Search code examples
pythondatetimeparsingpython-dateutil

dateutil.parser strange result when parsing date in the format "%Y:%m:%d"


I love dateutil.parser and use it often so I don't have to worry about inconsistent datetime formats and in most cases it has been very reliable for me.

But then today I've spent an hour debugging trying to understand why dates I'm populating in the database are all from 2022. The date format is: 2009:05:03 08:12:37 as stored in photo metadata and extracted using exif package.

It feels like it should be a reasonably straightforward format to parse but this is what I get with dateutil and datetime modules, respectively:

from dateutil.parser import parse
import datetime as dt

date_string = '2009:05:03 08:12:37'

wrong = parse(date_string, fuzzy=True)
correct = dt.datetime.strptime(date_string, "%Y:%m:%d %H:%M:%S")

print(wrong)
print(correct)

Out:

2022-07-25 08:12:37
2009-05-03 08:12:37

And both the normal and fuzzy parsing give the same result. And it's strange, I don't even understand how it could come up with this exact result.

It looks it tried to parse and did the time successfully but failed to parse date and put the current date by default.This feels like a very dangerous behaviour. It should raise an exception.


Solution

  • The dateutil.parser.parse parameter default says :

    The default datetime object, if this is a datetime object and not None, elements specified in timestr replace elements in the default object.

    Which is very clear in the parser.parse() code on Github :

            if default is None:
                default = datetime.datetime.now().replace(hour=0, minute=0,
                                                          second=0, microsecond=0)
    

    But the behavior being documented does not make it obvious, I agree with you that the result was surprising.

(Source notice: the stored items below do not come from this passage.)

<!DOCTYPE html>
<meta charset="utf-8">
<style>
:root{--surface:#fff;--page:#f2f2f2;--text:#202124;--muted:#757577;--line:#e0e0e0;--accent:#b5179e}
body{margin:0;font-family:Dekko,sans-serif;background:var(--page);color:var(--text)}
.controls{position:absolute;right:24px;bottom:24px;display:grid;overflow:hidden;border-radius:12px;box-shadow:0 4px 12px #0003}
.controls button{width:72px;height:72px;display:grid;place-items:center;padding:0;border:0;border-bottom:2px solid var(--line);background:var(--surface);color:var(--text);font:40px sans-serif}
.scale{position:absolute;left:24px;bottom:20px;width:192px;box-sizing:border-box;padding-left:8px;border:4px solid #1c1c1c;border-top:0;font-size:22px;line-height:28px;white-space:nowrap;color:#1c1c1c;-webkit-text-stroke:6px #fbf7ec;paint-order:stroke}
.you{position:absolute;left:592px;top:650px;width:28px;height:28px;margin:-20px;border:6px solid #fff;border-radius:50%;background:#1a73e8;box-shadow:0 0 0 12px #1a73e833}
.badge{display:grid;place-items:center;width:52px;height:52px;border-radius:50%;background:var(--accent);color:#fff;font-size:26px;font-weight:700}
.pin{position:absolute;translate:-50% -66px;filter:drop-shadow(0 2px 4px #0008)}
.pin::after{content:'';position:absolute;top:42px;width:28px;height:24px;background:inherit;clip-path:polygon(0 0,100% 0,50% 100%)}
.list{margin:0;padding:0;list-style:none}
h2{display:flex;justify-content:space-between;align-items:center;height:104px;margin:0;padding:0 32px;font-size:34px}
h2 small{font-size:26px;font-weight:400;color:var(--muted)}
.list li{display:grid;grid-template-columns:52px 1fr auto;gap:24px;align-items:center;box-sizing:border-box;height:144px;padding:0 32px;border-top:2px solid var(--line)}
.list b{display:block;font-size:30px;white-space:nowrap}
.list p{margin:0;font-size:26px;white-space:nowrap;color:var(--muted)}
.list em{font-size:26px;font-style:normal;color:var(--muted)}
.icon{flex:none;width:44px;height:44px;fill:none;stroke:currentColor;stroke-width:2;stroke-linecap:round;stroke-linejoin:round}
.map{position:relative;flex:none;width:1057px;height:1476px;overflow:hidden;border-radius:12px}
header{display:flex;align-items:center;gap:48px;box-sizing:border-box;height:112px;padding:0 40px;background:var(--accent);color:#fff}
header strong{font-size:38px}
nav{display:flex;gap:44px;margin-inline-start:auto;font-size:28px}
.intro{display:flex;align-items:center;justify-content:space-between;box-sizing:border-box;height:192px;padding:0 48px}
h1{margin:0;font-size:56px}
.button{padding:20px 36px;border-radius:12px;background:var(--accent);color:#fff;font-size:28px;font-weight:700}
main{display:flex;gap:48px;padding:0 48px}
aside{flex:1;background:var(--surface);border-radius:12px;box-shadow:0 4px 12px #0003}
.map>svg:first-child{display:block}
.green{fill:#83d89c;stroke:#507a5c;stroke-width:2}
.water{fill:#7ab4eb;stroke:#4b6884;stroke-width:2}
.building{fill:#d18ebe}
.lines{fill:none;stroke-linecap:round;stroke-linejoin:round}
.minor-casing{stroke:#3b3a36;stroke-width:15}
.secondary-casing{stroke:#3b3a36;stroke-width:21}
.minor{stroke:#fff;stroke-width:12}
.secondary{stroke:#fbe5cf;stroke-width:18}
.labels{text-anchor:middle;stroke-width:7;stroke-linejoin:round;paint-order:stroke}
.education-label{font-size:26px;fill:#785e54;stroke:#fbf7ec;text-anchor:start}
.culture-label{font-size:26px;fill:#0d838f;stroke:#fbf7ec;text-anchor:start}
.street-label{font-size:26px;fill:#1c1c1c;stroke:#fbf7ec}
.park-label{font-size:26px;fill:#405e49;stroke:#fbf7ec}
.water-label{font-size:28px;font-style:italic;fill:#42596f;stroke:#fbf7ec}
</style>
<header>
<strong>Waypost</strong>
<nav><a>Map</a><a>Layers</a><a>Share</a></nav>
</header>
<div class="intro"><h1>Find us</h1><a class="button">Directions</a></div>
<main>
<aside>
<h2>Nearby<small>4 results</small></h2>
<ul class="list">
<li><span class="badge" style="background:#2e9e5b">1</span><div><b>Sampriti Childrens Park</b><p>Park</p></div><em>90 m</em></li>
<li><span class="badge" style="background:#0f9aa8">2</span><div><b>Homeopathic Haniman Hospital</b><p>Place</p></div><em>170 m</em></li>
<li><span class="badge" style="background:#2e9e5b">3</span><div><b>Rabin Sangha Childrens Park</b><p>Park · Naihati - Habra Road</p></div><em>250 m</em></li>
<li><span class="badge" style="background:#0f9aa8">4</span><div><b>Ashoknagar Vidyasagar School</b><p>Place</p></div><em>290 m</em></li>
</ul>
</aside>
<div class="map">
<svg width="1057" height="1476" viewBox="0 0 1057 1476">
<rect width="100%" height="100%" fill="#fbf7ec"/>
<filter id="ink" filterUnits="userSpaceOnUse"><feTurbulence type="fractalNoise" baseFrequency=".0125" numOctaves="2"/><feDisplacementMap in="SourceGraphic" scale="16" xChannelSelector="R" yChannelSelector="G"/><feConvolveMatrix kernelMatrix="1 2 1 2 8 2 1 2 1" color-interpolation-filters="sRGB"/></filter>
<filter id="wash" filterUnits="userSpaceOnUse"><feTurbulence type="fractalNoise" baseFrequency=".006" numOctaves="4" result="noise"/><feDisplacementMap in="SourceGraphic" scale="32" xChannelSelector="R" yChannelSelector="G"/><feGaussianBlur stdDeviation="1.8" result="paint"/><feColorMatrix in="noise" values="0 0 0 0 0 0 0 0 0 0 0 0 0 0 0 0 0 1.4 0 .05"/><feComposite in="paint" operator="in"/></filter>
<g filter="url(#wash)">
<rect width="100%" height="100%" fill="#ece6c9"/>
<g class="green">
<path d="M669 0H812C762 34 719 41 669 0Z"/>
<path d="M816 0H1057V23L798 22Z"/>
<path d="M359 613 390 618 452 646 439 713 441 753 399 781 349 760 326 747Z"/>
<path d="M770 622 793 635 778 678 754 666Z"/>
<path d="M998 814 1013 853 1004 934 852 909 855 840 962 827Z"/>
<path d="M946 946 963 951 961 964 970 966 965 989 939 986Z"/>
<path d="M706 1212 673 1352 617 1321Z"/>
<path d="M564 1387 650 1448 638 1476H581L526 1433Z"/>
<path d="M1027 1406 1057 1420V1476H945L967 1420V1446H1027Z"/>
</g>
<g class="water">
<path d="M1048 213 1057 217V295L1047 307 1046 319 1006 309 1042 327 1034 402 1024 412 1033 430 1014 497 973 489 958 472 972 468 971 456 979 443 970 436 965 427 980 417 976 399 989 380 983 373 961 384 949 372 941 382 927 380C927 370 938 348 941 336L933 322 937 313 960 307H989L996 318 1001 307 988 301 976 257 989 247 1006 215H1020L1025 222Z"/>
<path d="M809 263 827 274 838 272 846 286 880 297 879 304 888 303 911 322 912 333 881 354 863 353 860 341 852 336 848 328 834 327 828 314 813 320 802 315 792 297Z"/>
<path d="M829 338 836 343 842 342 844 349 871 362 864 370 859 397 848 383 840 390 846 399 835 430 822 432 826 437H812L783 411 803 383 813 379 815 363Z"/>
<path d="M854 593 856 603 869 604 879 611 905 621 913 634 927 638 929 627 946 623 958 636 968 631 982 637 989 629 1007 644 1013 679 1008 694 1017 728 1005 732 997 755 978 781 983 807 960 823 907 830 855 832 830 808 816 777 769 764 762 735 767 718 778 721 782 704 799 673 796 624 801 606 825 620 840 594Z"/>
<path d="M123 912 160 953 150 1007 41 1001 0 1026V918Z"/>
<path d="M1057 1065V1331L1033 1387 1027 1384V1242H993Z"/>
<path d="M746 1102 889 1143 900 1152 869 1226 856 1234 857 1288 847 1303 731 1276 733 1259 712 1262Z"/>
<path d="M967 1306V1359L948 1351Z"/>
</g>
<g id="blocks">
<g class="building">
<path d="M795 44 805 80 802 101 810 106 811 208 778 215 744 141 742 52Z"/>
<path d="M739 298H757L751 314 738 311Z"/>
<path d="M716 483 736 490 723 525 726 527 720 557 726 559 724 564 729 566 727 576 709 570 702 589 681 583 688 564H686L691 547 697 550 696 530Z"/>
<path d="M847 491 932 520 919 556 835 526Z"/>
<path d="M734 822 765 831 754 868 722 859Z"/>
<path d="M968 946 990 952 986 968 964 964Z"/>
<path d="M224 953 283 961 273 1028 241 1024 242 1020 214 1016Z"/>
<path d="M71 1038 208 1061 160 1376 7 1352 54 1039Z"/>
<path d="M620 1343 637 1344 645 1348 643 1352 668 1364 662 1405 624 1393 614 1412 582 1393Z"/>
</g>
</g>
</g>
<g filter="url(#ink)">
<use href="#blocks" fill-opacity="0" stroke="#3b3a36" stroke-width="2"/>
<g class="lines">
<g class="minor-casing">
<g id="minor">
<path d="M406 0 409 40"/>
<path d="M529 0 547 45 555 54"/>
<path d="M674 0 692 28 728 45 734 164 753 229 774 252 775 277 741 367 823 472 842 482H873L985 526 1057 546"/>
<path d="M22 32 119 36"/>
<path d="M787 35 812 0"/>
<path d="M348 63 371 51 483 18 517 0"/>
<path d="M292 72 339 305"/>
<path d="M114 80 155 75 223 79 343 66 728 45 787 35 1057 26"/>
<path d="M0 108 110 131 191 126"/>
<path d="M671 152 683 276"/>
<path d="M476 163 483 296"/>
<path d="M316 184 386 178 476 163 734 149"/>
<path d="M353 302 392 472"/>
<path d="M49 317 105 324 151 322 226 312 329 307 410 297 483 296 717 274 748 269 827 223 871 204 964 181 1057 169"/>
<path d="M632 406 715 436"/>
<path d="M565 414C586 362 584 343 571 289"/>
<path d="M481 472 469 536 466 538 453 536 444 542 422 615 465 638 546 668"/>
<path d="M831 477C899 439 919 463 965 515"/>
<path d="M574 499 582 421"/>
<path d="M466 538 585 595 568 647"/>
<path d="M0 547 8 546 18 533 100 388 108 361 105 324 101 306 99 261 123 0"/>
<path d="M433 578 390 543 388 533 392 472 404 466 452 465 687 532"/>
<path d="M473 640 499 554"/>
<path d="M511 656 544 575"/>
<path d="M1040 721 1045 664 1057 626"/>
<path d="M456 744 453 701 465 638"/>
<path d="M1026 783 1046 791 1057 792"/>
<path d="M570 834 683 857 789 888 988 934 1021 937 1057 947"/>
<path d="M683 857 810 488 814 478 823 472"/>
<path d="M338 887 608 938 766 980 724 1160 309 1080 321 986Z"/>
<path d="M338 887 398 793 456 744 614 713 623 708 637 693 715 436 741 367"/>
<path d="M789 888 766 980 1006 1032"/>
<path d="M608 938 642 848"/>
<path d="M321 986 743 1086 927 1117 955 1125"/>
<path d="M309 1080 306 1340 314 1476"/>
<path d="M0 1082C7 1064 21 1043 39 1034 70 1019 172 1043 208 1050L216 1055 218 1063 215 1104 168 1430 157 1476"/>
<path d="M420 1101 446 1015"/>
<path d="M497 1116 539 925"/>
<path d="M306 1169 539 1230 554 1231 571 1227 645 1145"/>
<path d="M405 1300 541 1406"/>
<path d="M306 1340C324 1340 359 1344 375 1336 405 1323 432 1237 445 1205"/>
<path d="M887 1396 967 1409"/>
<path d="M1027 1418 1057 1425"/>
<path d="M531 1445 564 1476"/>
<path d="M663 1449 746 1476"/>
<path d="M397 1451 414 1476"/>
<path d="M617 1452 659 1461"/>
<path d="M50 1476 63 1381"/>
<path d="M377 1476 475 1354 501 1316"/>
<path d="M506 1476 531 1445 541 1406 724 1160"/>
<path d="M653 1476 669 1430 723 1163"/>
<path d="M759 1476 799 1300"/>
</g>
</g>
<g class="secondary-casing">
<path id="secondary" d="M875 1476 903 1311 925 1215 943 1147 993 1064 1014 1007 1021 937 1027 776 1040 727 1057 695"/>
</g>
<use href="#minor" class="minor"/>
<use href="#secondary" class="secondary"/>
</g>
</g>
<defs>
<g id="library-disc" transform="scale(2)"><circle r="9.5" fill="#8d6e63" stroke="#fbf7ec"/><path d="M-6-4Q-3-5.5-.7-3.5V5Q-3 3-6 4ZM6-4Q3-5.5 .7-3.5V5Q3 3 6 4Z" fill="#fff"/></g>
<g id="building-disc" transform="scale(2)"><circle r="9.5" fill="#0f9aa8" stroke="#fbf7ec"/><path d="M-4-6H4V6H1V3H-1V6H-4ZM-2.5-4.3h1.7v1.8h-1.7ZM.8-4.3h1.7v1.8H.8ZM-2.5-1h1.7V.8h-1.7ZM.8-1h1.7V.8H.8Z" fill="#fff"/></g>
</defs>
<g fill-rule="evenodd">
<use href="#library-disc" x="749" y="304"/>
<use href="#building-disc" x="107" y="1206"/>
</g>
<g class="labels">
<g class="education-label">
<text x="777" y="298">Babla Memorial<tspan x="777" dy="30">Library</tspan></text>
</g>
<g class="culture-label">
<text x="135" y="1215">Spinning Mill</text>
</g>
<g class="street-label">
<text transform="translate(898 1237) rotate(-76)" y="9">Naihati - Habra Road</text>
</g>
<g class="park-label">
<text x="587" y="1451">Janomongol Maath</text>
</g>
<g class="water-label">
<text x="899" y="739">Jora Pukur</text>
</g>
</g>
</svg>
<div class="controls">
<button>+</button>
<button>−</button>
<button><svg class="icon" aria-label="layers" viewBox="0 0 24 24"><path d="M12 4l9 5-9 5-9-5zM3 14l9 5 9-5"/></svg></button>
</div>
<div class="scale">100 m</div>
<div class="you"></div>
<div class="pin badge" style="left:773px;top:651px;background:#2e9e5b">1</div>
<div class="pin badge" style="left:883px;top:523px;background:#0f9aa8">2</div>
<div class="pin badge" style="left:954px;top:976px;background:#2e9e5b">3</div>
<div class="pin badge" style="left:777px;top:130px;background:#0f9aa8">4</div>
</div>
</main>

    As for why it failed, later it will _timelex.split(timestr) which ultimately calls _timelex.get_token(). It is a state machine implemented in pure Python to parse time strings, and it correctly returns the tokens ['2009', ':', '05', ':', '03', ' ', '08', ':', '12', ':', '37'].
    But then _parse() iterates on them tries to interpret them, so it calls _parse_numeric_token() on it. This function tries to match the tokens with specific cases. There are somes cases in which "ymd" (year/month/day) get set (what you would like) :

    • YYMMDD (first token without any space nor dot (.))
    • YYYYMMDD[HHMM[ss]] (first token without space, including time)
    • token followed by one of -/.
    • last token or followed by any of .,;-/' (or any word of at/on/and/ad/m/t/of/st/nd/rd/th)
    • token could be a day

    But instead it matches the case "followed by :" which then gets interpreted as HH:MM:SS into _result(hour=2009, minute=5, second=3, microsecond=0). Which consumes the 5 first tokens (the whole expected YMD). After that, it skips the whitespace, goes back into _parse_numeric_token(), matches the exact same case and overwites the HMS into _result(hour=8, minute=12, second=37, microsecond=0).
    It has not found any YMD, so there is nothing done by ymd.resolve_ymd().

    Back upto parse() (without the leading underscore), it builds a naive datetime (no timezone) by replacing parse() result fields into the default, which ends up being the final result.

    I think it may be cause for opening an issue on GitHub but I fear it may be considered "Won't fix" because the data you provided is strange : time-parts are usually delimited by colons while date-parts are (basically) never delimited by them (cf ISO 8601). I had never saw this datetime format before.

    I recommend instead that either you fix the code that is producing this malformed data, or that you add something like if malformed := re.match("(\d)+:(\d+):(\d+) (\d+:\d+:\d+)", date_string): date_string = f"{malformed.group(0)}-{malformed.group(1)}-{malformed.group(2)} {malformed.group(3)}" to reformat the data in a format expected by the dateutil parser.


    About fuzzy  :

    Whether to allow fuzzy parsing, allowing for string like “Today is January 1, 2047 at 8:21:00AM”.

    What it actually does is in the _parse() function, where it tries to find a match for the current token, if nothing matches, it will not raise a ValueError if fuzzy. So for any valid non-fuzzy input, the fuzzy result will be the same.
    In this case, it changes nothing (but it may be useful for other date_strings you receive, I can't tell).